The Gray Foundation operates under an explicitly invitation-only model — this is the single most important fact any prospective grantee must internalize before investing time in pursuit. Both its BRCA research and NYC youth funding streams share the same structural requirement: organizations and researchers do not apply; they are selected. For BRCA science, the Foundation periodically issues requests for proposals (RFPs) distributed to the cancer research community, and unsolicited proposals are not reviewed. For NYC youth initiatives, organizations must be invited to submit a proposal, after which Foundation staff schedule a meeting and/or site visit.
This architecture reflects the founders' giving philosophy. Mindy and Jon Gray — she a University of Pennsylvania graduate whose sister Faith Basser died at age 44 from BRCA-related ovarian cancer, he the President and COO of Blackstone and Chair of Hilton Worldwide — built a foundation that identifies promising initiatives and supports exceptional leaders rather than fielding open competitions. The result is a portfolio of deep, multi-year institutional partnerships rather than transactional one-time grants: Penn has received 45 grants totaling $50.6 million; Harvard 24 grants totaling $9.2 million; Dana-Farber 16 grants totaling $8.7 million.
For BRCA researchers, the path to funding runs through established academic and scientific networks. The Foundation's research partners are concentrated at Penn, Harvard/HMS/MGH, Dana-Farber, Yale, NYU, Johns Hopkins, MIT, Cleveland Clinic, Mayo Clinic, and UT Health San Antonio. Chief Science Advisor Chi Van Dang — former CEO of Ludwig Cancer Research and Bloomberg Distinguished Professor — signals the caliber of scientific leadership the Foundation expects. Being affiliated with or publishing in active collaboration with these anchor institutions substantially increases visibility when RFPs are released.
For NYC youth organizations, the entry point is relational. CEO Dana Zucker (Harvard MBA, former Teach For America, Bain, Lazard) and President Charissa Fernandez (30+ years in NYC youth education, former Executive Director of Teach For America NYC) reveal what the Foundation values: organizations that pair academic ambition with operational rigor.
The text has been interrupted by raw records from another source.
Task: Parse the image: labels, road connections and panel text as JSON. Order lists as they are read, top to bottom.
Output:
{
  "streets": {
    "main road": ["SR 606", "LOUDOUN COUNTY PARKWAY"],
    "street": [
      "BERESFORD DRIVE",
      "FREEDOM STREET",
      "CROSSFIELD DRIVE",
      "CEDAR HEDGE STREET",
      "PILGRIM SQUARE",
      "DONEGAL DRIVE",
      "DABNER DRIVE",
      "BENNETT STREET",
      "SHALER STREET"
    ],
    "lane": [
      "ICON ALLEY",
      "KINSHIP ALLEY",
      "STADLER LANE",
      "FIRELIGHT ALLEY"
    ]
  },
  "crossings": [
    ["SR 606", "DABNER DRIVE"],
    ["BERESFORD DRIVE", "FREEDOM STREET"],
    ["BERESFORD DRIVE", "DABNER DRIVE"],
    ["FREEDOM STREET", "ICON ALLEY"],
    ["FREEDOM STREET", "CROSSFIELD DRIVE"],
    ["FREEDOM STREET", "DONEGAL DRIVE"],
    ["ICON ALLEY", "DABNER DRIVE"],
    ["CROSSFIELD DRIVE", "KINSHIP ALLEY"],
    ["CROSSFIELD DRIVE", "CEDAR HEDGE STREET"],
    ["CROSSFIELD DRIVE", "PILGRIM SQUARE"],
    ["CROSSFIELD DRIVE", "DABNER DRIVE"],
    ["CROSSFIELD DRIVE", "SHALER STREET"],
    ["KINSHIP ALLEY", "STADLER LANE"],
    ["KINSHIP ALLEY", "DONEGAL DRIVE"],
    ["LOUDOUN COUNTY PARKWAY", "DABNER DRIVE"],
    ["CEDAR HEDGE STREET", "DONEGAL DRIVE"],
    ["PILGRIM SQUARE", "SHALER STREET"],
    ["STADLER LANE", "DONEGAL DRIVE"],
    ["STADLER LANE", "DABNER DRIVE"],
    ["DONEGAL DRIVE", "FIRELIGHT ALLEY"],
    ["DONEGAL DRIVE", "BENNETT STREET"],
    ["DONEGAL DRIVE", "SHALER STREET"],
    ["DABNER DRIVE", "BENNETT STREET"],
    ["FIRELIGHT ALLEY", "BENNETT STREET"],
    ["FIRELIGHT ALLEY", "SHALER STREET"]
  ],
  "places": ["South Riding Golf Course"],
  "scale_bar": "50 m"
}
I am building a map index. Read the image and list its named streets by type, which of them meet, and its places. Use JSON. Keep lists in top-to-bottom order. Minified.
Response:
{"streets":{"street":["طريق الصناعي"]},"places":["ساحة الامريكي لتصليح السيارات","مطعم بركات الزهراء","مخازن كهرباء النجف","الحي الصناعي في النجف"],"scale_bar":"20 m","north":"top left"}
Current grantee patterns favor both large-scale intermediaries (UNCF, CUNY, Montefiore, Robin Hood) and smaller community anchors with proven track records (Harlem RBI, East Harlem Tutorial Program, Village Academies). First-time prospective partners should study the Foundation's existing portfolio carefully, identify natural adjacencies, and seek warm introductions through current grantees or academic institutional networks.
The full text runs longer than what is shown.